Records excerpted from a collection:
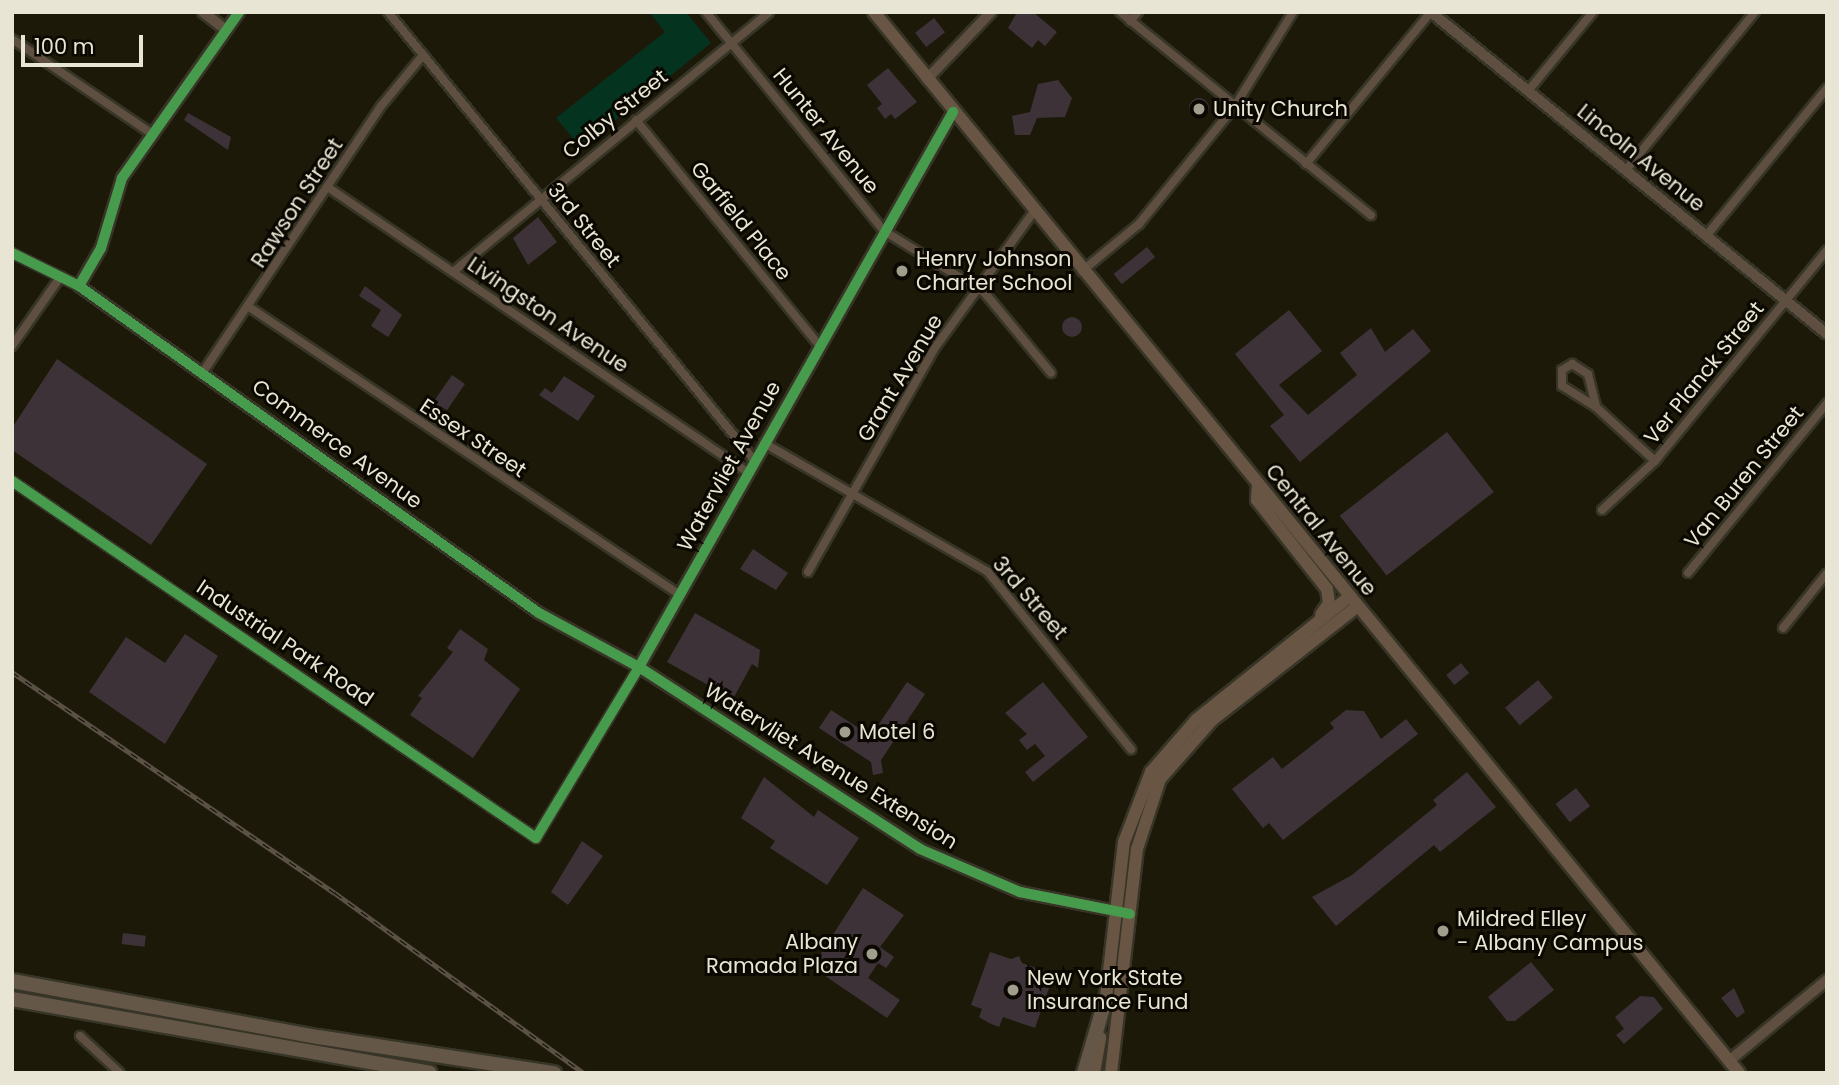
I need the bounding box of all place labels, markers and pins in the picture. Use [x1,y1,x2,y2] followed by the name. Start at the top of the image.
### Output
[1213,96,1348,122] place label: Unity Church
[1191,101,1207,117] marker: Unity Church
[916,246,1072,296] place label: Henry Johnson Charter School
[894,263,910,279] marker: Henry Johnson Charter School
[859,719,935,745] place label: Motel 6
[837,724,853,740] marker: Motel 6
[1457,906,1643,956] place label: Mildred Elley - Albany Campus
[1435,923,1451,939] marker: Mildred Elley - Albany Campus
[706,929,858,979] place label: Albany Ramada Plaza
[864,946,880,962] marker: Albany Ramada Plaza
[1027,965,1189,1015] place label: New York State Insurance Fund
[1005,982,1021,998] marker: New York State Insurance Fund

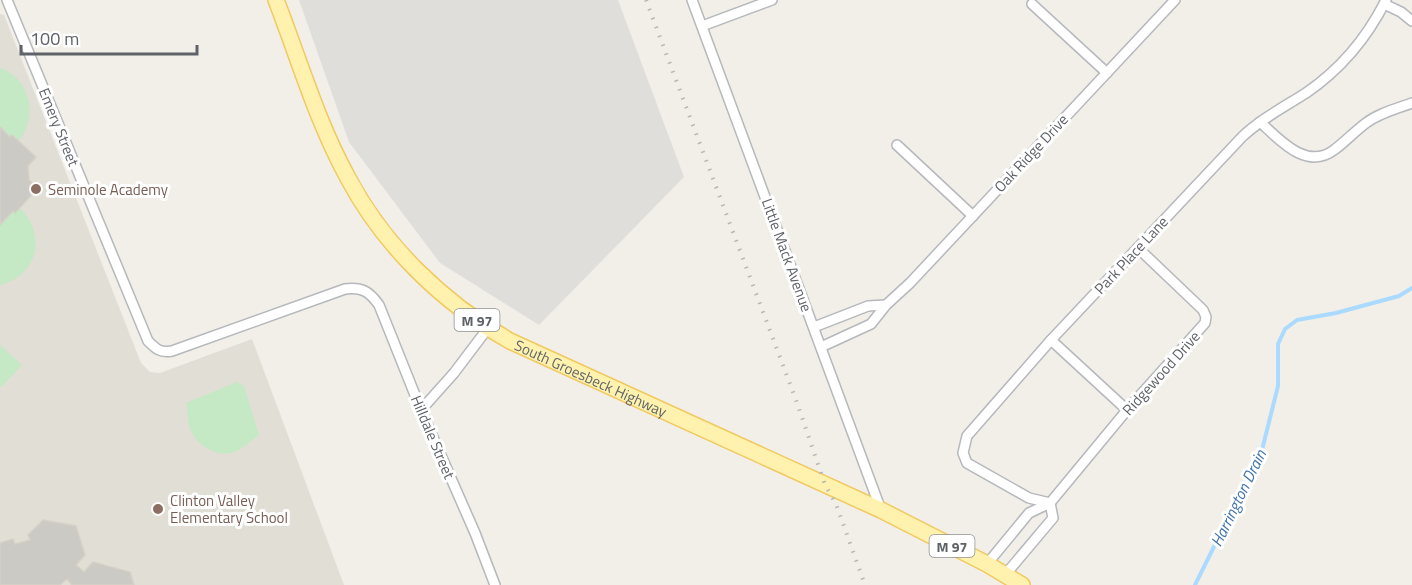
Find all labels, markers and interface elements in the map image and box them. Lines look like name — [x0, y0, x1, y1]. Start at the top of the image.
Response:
scale bar — [21, 18, 196, 56]
text: 100 m — [30, 25, 79, 52]
street label: Emery Street — [33, 84, 85, 170]
street label: Oak Ridge Drive — [989, 109, 1073, 197]
place label: Seminole Academy — [48, 178, 168, 201]
marker: Seminole Academy — [29, 182, 43, 196]
street label: Little Mack Avenue — [756, 195, 818, 315]
street label: Park Place Lane — [1089, 211, 1173, 299]
road number: M 97 — [454, 309, 500, 331]
street label: Ridgewood Drive — [1117, 326, 1205, 420]
street label: South Groesbeck Highway — [511, 333, 671, 423]
street label: Hilldale Street — [405, 392, 461, 483]
water label: Harrington Drain — [1204, 445, 1272, 550]
place label: Clinton Valley Elementary School — [170, 489, 288, 529]
marker: Clinton Valley Elementary School — [151, 502, 165, 516]
road number: M 97 — [930, 535, 974, 557]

What this task involves:
Show every line of the data in which the word "markers" appears.

Your solution:
I need the bounding box of all place labels, markers and pins in the picture. Use [x1,y1,x2,y2] followed by the name. Start at the top of the image.
Find all labels, markers and interface elements in the map image and box them. Lines look like name — [x0, y0, x1, y1]. Start at the top of the image.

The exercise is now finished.